Assigned task: Pick every line out of the entries below that holds the string "Sliding", and report them.

========

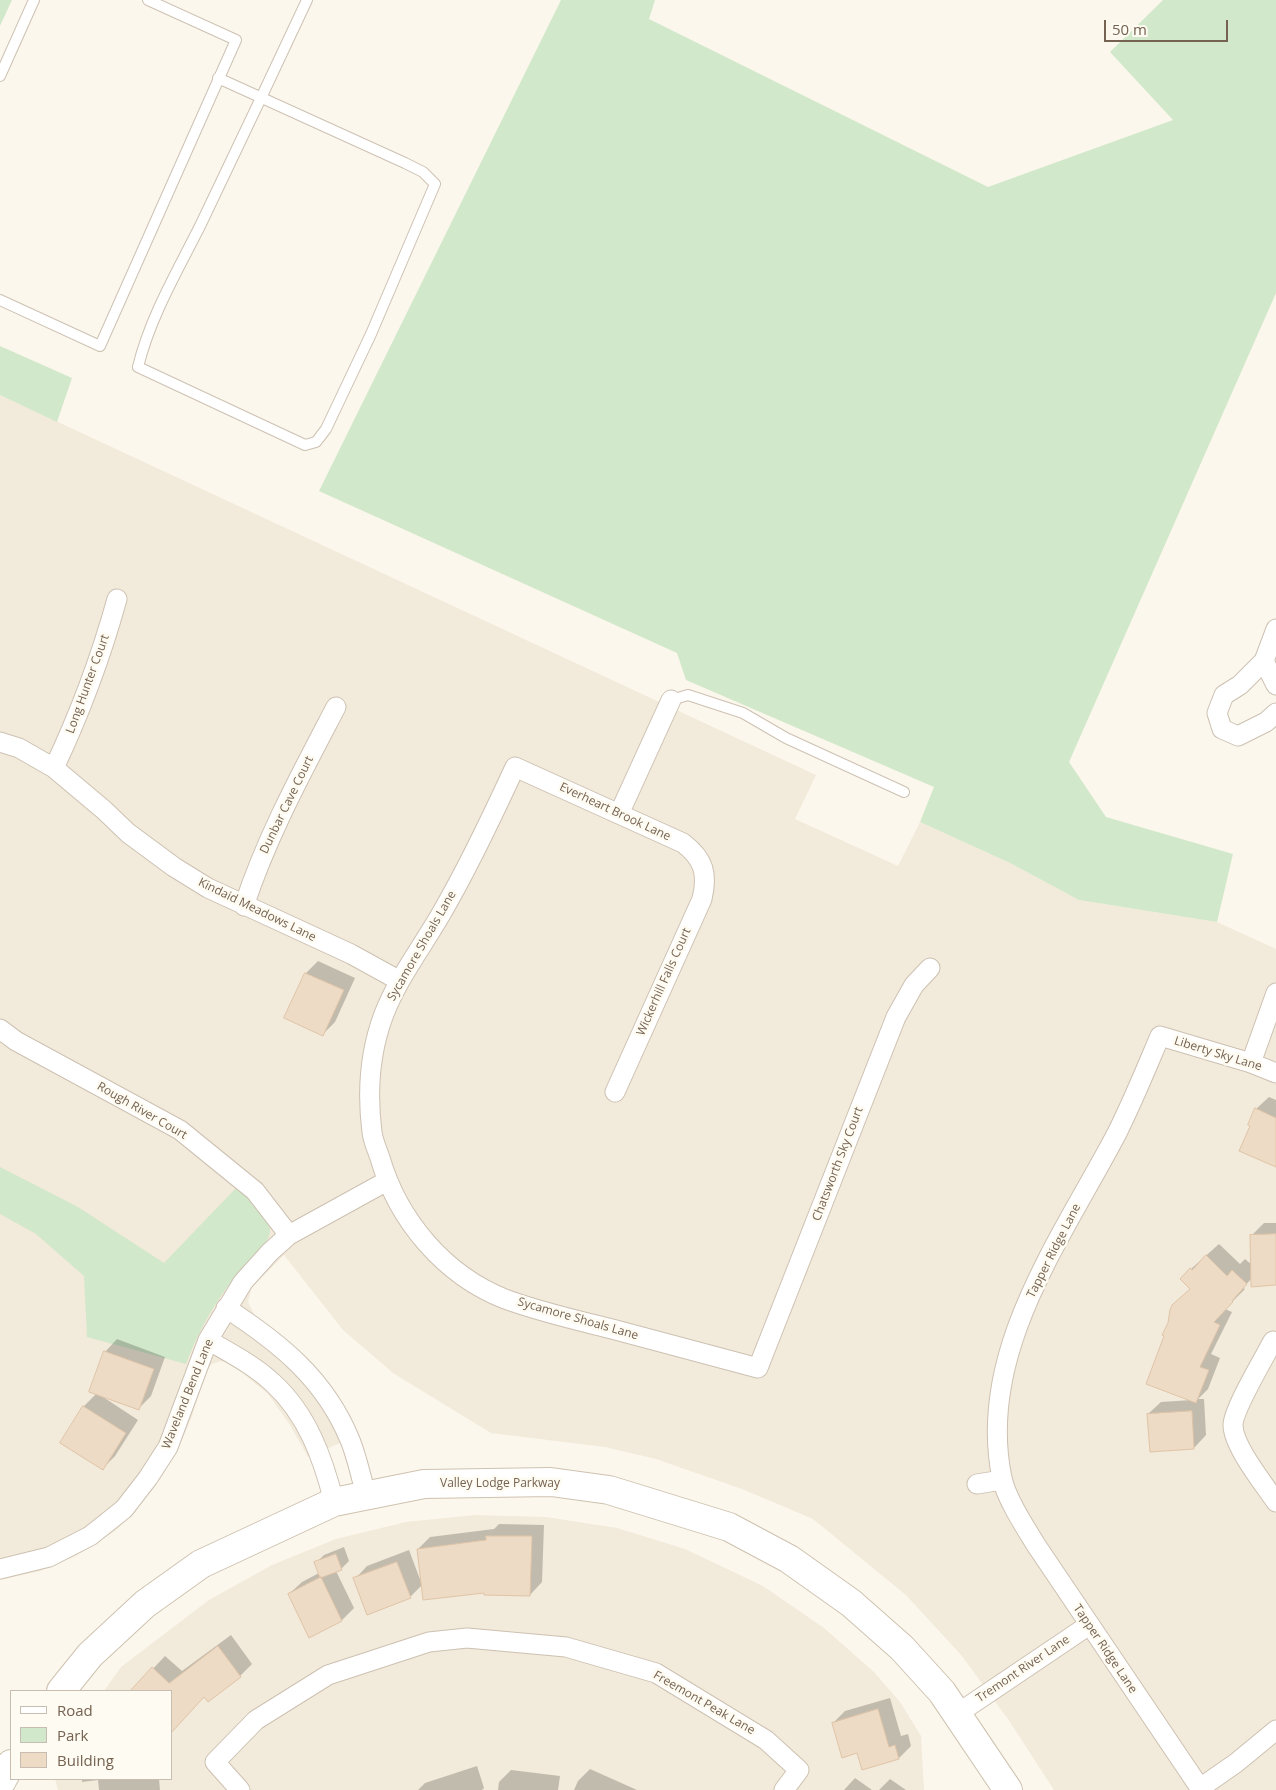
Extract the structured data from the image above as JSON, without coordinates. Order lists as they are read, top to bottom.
{
  "streets": {
    "street": [
      "Long Hunter Court",
      "Dunbar Cave Court",
      "Everheart Brook Lane",
      "Kindaid Meadows Lane",
      "Sycamore Shoals Lane",
      "Wickerhill Falls Court",
      "Liberty Sky Lane",
      "Rough River Court",
      "Chatsworth Sky Court",
      "Tapper Ridge Lane",
      "Waveland Bend Lane",
      "Valley Lodge Parkway",
      "Tremont River Lane",
      "Freemont Peak Lane"
    ]
  },
  "crossings": [
    ["Long Hunter Court", "Kindaid Meadows Lane"],
    ["Dunbar Cave Court", "Kindaid Meadows Lane"],
    ["Everheart Brook Lane", "Sycamore Shoals Lane"],
    ["Everheart Brook Lane", "Wickerhill Falls Court"],
    ["Kindaid Meadows Lane", "Sycamore Shoals Lane"],
    ["Sycamore Shoals Lane", "Chatsworth Sky Court"],
    ["Sycamore Shoals Lane", "Waveland Bend Lane"],
    ["Liberty Sky Lane", "Tapper Ridge Lane"],
    ["Rough River Court", "Waveland Bend Lane"],
    ["Tapper Ridge Lane", "Tremont River Lane"],
    ["Valley Lodge Parkway", "Tremont River Lane"]
  ],
  "legend": ["Road", "Park", "Building"],
  "scale_bar": "50 m"
}
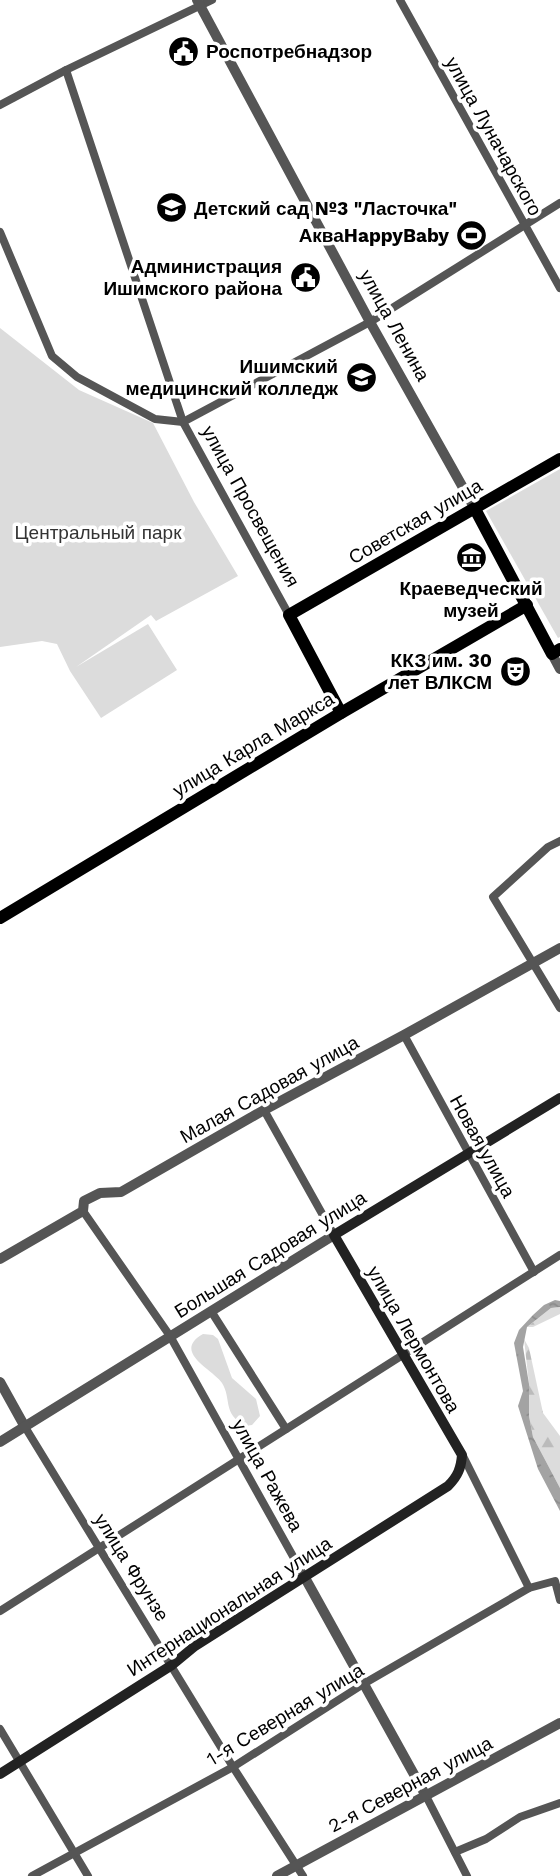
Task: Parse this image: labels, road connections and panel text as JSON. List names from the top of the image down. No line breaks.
{"streets":{"main road":["улица Ленина","улица Просвещения","Советская улица","улица Карла Маркса","Большая Садовая улица","улица Лермонтова","Интернациональная улица"],"street":["улица Луначарского","Малая Садовая улица","Новая улица","улица Ражева","улица Фрунзе","1-я Северная улица","2-я Северная улица"]},"crossings":[["улица Ленина","Советская улица"],["улица Ленина","улица Карла Маркса"],["улица Просвещения","Советская улица"],["улица Просвещения","улица Карла Маркса"],["Малая Садовая улица","Новая улица"],["Малая Садовая улица","улица Лермонтова"],["Малая Садовая улица","улица Ражева"],["Новая улица","Большая Садовая улица"],["Большая Садовая улица","улица Лермонтова"],["Большая Садовая улица","улица Ражева"],["Большая Садовая улица","улица Фрунзе"],["улица Лермонтова","Интернациональная улица"],["улица Лермонтова","1-я Северная улица"],["улица Ражева","Интернациональная улица"],["улица Ражева","1-я Северная улица"],["улица Ражева","2-я Северная улица"],["улица Фрунзе","Интернациональная улица"],["улица Фрунзе","1-я Северная улица"],["улица Фрунзе","2-я Северная улица"]],"parks":["Центральный парк"],"places":{"public building":["Роспотребнадзор","Администрация Ишимского района"],"school or university":["Детский сад №3 \"Ласточка\"","Ишимский медицинский колледж"],"sports":["АкваHappyBaby"],"museum":["Краеведческий музей"],"theatre":["ККЗ им. 30 лет ВЛКСМ"]}}
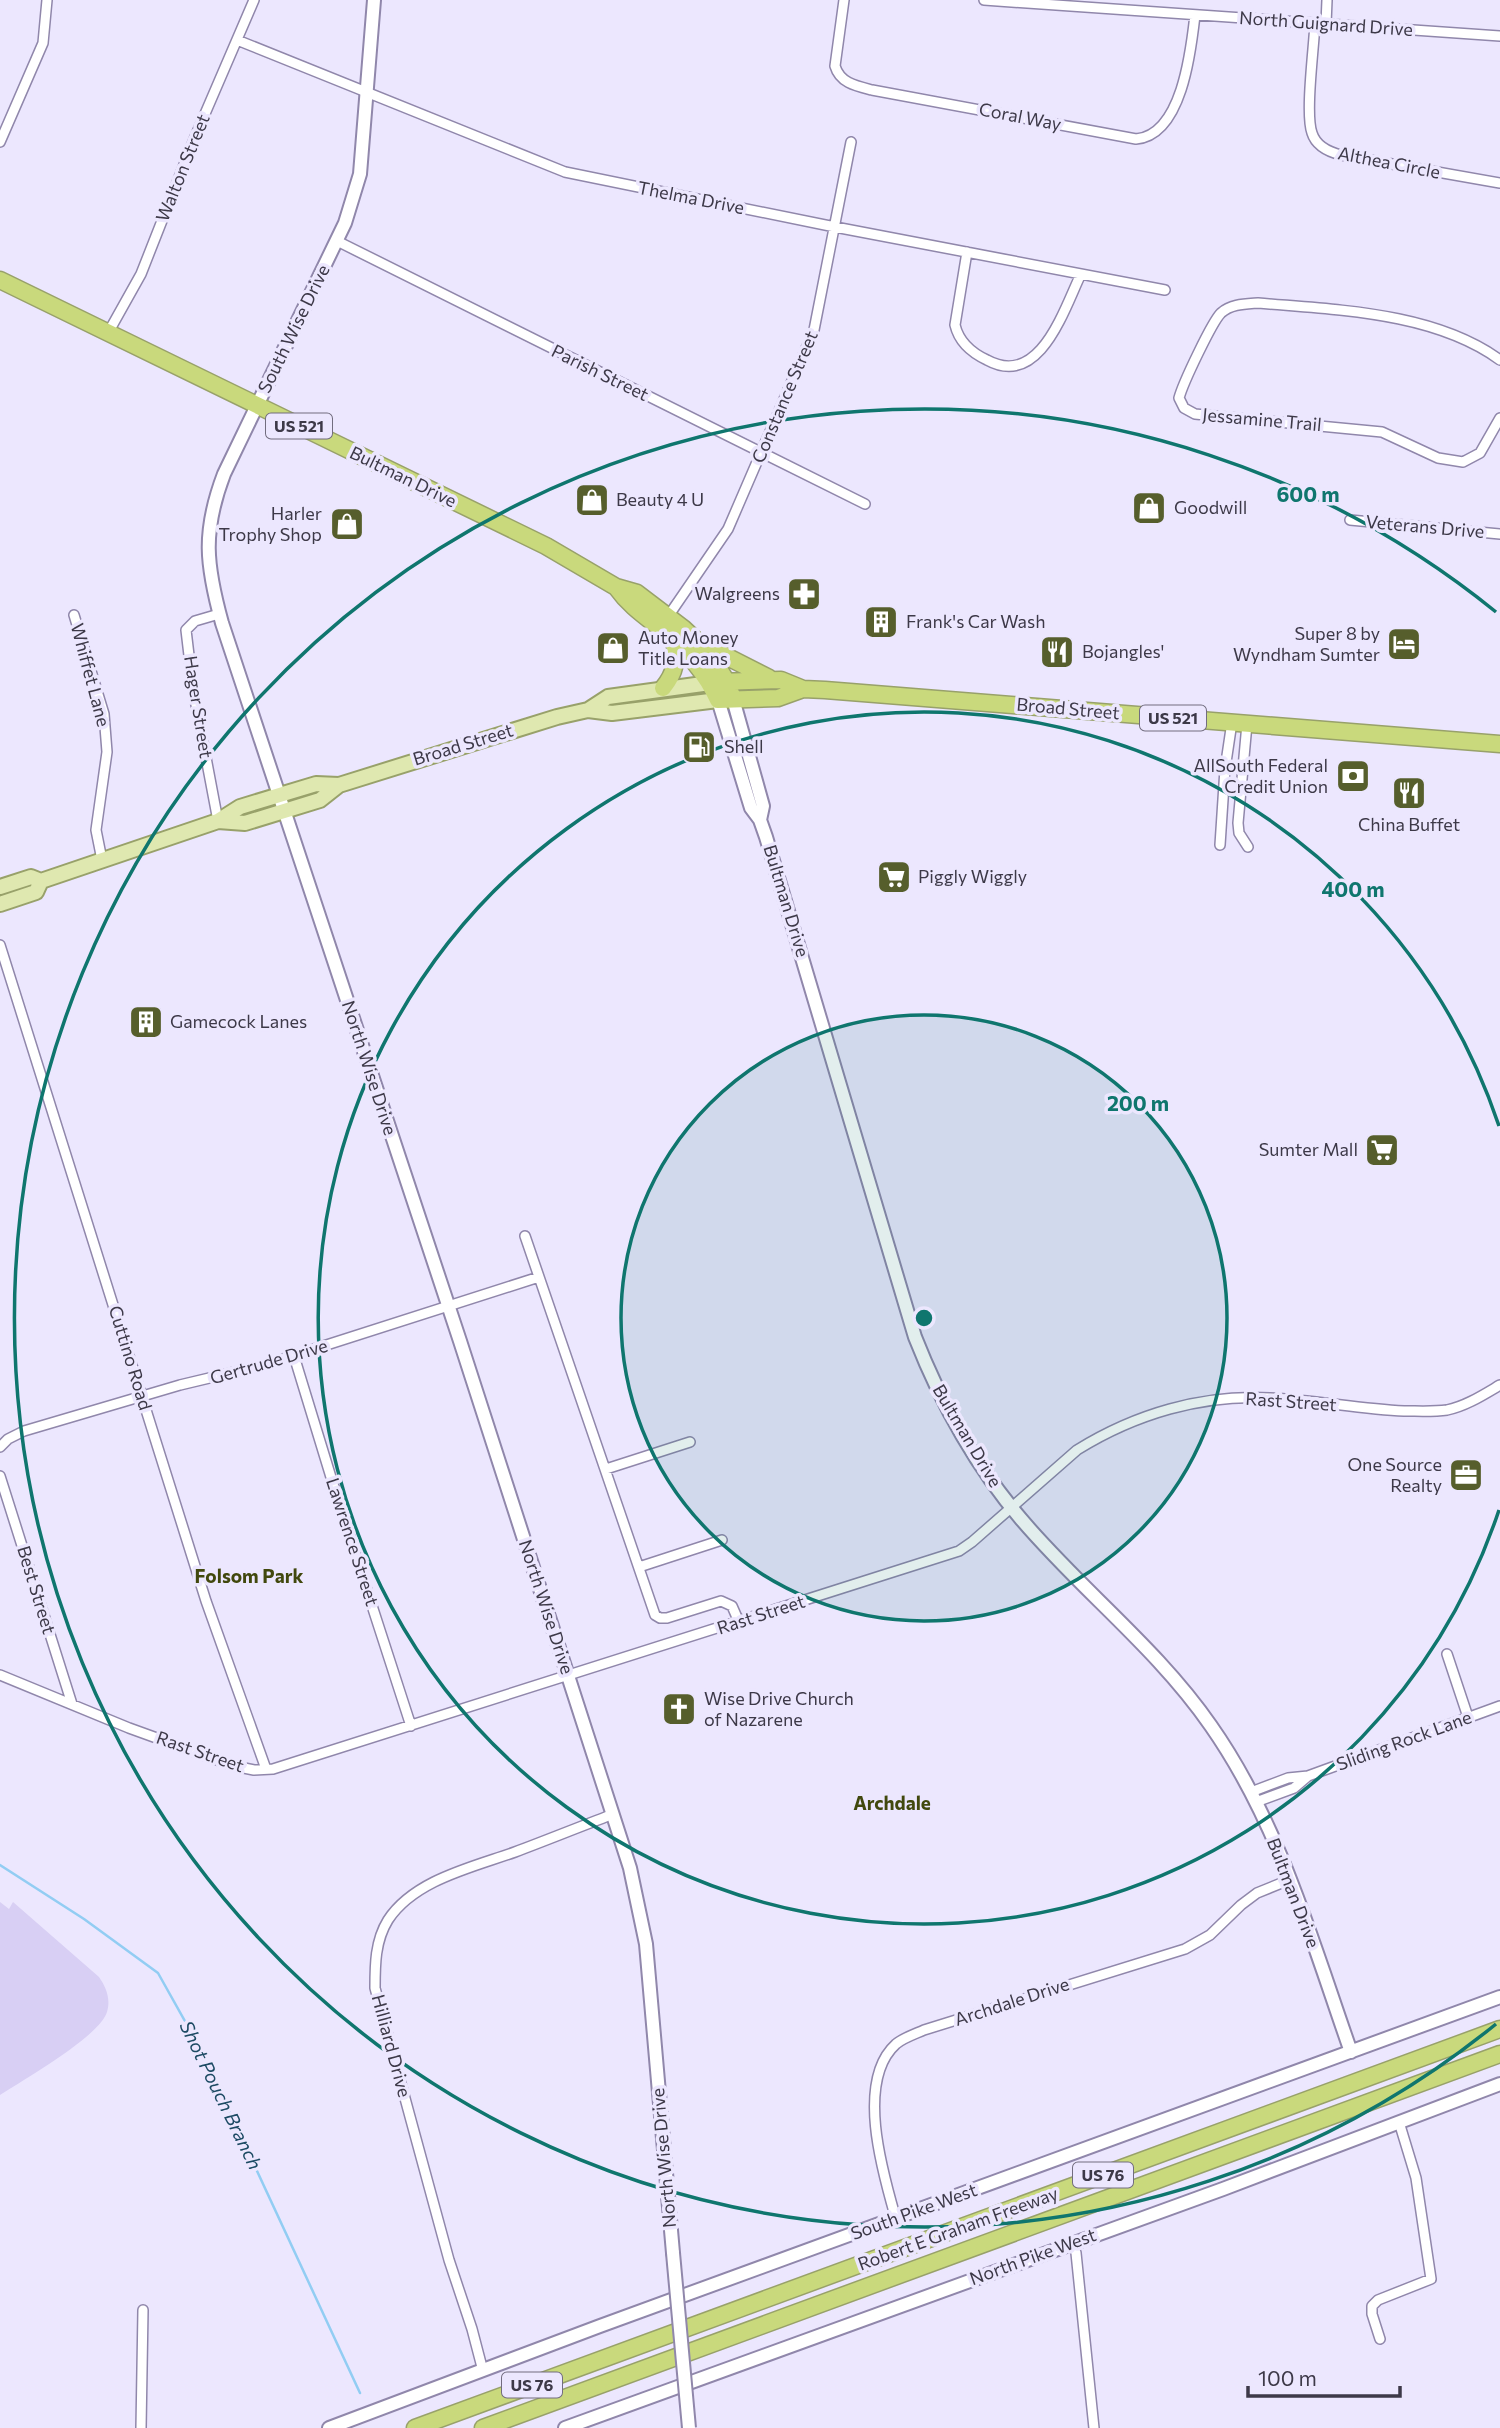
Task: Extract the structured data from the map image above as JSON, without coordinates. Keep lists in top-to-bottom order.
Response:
{
  "streets": {
    "highway": [
      "US 521",
      "Bultman Drive",
      "Broad Street",
      "US 76",
      "Robert E Graham Freeway"
    ],
    "street": [
      "North Guignard Drive",
      "Coral Way",
      "Althea Circle",
      "Walton Street",
      "Thelma Drive",
      "South Wise Drive",
      "Parish Street",
      "Constance Street",
      "Jessamine Trail",
      "Veterans Drive",
      "Whiffet Lane",
      "Hager Street",
      "North Wise Drive",
      "Cuttino Road",
      "Gertrude Drive",
      "Rast Street",
      "Lawrence Street",
      "Best Street",
      "Sliding Rock Lane",
      "Archdale Drive",
      "Hilliard Drive",
      "South Pike West",
      "North Pike West"
    ]
  },
  "crossings": [
    ["North Guignard Drive", "Coral Way"],
    ["North Guignard Drive", "Althea Circle"],
    ["Walton Street", "Thelma Drive"],
    ["Walton Street", "Bultman Drive"],
    ["Thelma Drive", "South Wise Drive"],
    ["Thelma Drive", "Constance Street"],
    ["South Wise Drive", "Parish Street"],
    ["South Wise Drive", "Bultman Drive"],
    ["South Wise Drive", "Hager Street"],
    ["South Wise Drive", "Broad Street"],
    ["South Wise Drive", "North Wise Drive"],
    ["Parish Street", "Constance Street"],
    ["Constance Street", "Bultman Drive"],
    ["US 521", "Bultman Drive"],
    ["US 521", "Broad Street"],
    ["Bultman Drive", "Broad Street"],
    ["Bultman Drive", "Rast Street"],
    ["Bultman Drive", "Sliding Rock Lane"],
    ["Bultman Drive", "Archdale Drive"],
    ["Bultman Drive", "South Pike West"],
    ["Whiffet Lane", "Broad Street"],
    ["Hager Street", "Broad Street"],
    ["Broad Street", "North Wise Drive"],
    ["North Wise Drive", "Gertrude Drive"],
    ["North Wise Drive", "Rast Street"],
    ["North Wise Drive", "Hilliard Drive"],
    ["Cuttino Road", "Gertrude Drive"],
    ["Cuttino Road", "Rast Street"],
    ["Gertrude Drive", "Lawrence Street"],
    ["Rast Street", "Lawrence Street"],
    ["Rast Street", "Best Street"],
    ["Archdale Drive", "South Pike West"],
    ["Hilliard Drive", "South Pike West"]
  ],
  "districts": ["Folsom Park", "Archdale"],
  "water": ["Shot Pouch Branch"],
  "places": {
    "shop": [
      "Beauty 4 U",
      "Goodwill",
      "Harler Trophy Shop",
      "Auto Money Title Loans"
    ],
    "pharmacy": ["Walgreens"],
    "building": ["Frank's Car Wash", "Gamecock Lanes"],
    "hotel": ["Super 8 by Wyndham Sumter"],
    "restaurant": ["Bojangles'", "China Buffet"],
    "fuel station": ["Shell"],
    "bank": ["AllSouth Federal Credit Union"],
    "supermarket": ["Piggly Wiggly", "Sumter Mall"],
    "office": ["One Source Realty"],
    "church": ["Wise Drive Church of Nazarene"]
  },
  "scale_bar": "100 m",
  "rings": ["600 m", "400 m", "200 m"]
}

========

Task solution:
      "Sliding Rock Lane",
    ["Bultman Drive", "Sliding Rock Lane"],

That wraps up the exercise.